Apart from the above:

why is there a jid query parameter in your request? I don’t think Openfire uses this at all
have you tried making a new HTTP request after receiving the timeout? I would be interested in finding out if the second request does get the expected response.

guus · February 3, 2026, 7:00pm

I’ve tried to reproduce the error with two sequential CURL commands issued against Openfire (latest development version) running the ‘demoboot’ configuration (which automatically provisions the server with the domain name example.org and a couple of users, amongst which john with password secret).

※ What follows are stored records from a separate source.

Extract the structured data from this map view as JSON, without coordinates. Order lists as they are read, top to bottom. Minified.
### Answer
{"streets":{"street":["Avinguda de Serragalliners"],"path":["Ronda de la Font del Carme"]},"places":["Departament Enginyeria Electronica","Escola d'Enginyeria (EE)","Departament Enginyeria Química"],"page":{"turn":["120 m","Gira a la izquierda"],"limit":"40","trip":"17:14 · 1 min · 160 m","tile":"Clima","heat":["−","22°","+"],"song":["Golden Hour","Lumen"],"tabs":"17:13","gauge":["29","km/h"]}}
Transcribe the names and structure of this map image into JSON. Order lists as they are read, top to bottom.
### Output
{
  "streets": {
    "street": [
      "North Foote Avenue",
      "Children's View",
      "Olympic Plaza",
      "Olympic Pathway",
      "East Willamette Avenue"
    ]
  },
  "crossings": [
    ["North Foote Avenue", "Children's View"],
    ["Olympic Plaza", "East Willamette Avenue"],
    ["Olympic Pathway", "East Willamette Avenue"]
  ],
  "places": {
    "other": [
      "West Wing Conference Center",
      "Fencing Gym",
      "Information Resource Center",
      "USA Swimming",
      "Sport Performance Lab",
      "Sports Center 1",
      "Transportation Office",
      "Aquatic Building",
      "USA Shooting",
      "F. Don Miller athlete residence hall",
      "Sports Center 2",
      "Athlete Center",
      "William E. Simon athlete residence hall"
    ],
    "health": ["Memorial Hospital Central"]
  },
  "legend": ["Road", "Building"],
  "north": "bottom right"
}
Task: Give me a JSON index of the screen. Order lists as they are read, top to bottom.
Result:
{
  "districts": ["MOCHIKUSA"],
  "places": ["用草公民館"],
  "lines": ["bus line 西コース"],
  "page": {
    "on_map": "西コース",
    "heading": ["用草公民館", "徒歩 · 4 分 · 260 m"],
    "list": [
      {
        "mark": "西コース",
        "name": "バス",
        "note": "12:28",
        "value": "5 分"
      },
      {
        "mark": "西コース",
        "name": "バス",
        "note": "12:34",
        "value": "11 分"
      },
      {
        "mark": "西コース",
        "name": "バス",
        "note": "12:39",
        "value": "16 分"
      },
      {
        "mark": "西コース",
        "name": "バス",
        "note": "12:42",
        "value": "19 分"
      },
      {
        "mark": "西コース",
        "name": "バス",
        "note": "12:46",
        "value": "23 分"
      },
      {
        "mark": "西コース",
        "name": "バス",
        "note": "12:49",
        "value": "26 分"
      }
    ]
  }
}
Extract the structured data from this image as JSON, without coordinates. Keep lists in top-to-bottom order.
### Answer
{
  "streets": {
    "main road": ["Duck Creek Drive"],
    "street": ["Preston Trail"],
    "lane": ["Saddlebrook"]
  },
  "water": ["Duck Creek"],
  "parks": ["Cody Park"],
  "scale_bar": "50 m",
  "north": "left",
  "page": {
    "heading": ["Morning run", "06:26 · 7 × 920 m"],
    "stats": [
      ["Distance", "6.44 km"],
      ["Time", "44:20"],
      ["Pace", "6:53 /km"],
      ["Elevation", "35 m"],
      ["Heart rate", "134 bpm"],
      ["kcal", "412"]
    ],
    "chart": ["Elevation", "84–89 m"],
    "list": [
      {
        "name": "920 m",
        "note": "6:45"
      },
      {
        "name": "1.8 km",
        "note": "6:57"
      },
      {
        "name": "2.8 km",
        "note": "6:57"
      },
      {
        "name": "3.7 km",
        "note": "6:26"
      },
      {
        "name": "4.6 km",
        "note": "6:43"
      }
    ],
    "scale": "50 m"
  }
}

guus@octarine:/tmp$ curl -X POST http://example.org:7070/http-bind/ \
  --data "<body rid='2233311542' xmlns='http://jabber.org/protocol/httpbind' to='openfire' xml:lang='en' wait='60' hold='1' content='text/xml; charset=utf-8' ver='1.6' xmpp:version='1.0' xmlns:xmpp='urn:xmpp:xbosh'/>"
<body xmlns="http://jabber.org/protocol/httpbind" xmlns:stream="http://etherx.jabber.org/streams" from="example.org" authid="8vidc09d3c" sid="8vidc09d3c" secure="true" requests="2" inactivity="30" polling="5" wait="60" hold="1" ack="2233311542" maxpause="300" ver="1.6"><stream:features><mechanisms xmlns="urn:ietf:params:xml:ns:xmpp-sasl"><mechanism>PLAIN</mechanism><mechanism>ANONYMOUS</mechanism><mechanism>SCRAM-SHA-1</mechanism></mechanisms><register xmlns="http://jabber.org/features/iq-register"/><bind xmlns="urn:ietf:params:xml:ns:xmpp-bind"/><session xmlns="urn:ietf:params:xml:ns:xmpp-session"><optional/></session></stream:features></body>

guus@octarine:/tmp$ curl -X POST http://example.org:7070/http-bind/ \
  --data "<body rid='2233311543' xmlns='http://jabber.org/protocol/httpbind' sid='8vidc09d3c'><auth xmlns='urn:ietf:params:xml:ns:xmpp-sasl' mechanism='PLAIN'>AGpvaG4Ac2VjcmV0</auth></body>"
<body xmlns='http://jabber.org/protocol/httpbind' ack='2233311543'><success xmlns="urn:ietf:params:xml:ns:xmpp-sasl"/></body>

This to me looks like the expected result: a successful authentication attempt.